Saved data entries
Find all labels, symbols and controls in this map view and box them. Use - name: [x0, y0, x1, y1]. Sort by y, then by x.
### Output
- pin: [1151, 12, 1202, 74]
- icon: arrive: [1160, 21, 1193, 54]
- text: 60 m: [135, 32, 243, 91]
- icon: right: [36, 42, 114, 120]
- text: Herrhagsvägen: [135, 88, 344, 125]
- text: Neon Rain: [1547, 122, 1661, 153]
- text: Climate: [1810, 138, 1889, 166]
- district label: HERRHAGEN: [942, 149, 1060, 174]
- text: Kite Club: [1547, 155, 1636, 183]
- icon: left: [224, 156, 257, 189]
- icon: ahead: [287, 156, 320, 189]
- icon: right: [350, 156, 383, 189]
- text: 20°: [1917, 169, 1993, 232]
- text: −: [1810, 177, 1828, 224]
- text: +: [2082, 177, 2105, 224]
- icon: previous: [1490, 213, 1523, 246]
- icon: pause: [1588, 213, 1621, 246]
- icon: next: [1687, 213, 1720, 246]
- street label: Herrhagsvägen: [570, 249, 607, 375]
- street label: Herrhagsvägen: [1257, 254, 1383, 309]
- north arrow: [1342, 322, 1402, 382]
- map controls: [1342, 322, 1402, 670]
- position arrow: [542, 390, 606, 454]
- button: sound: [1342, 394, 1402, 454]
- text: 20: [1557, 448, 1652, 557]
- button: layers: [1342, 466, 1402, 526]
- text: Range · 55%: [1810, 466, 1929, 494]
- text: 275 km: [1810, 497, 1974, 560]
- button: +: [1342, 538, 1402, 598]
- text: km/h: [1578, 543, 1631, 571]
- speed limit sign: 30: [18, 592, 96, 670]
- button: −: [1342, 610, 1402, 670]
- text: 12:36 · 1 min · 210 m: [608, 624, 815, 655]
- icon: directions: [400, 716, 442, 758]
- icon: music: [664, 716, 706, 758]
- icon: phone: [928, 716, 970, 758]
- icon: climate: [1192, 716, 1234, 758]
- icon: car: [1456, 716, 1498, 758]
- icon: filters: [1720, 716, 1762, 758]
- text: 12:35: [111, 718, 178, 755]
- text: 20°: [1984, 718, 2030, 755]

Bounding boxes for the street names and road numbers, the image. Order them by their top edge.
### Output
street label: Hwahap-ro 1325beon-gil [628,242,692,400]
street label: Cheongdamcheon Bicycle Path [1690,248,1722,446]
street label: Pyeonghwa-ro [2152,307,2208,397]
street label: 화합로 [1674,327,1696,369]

EXERCISE DIRECTIONS: Nothing but the lines from the one containing "Bounding boxes for" through the last line of the data above should be given again, each exactly as it stands.

ANSWER FOR THIS EXERCISE:
Bounding boxes for the street names and road numbers, the image. Order them by their top edge.
### Output
street label: Hwahap-ro 1325beon-gil [628,242,692,400]
street label: Cheongdamcheon Bicycle Path [1690,248,1722,446]
street label: Pyeonghwa-ro [2152,307,2208,397]
street label: 화합로 [1674,327,1696,369]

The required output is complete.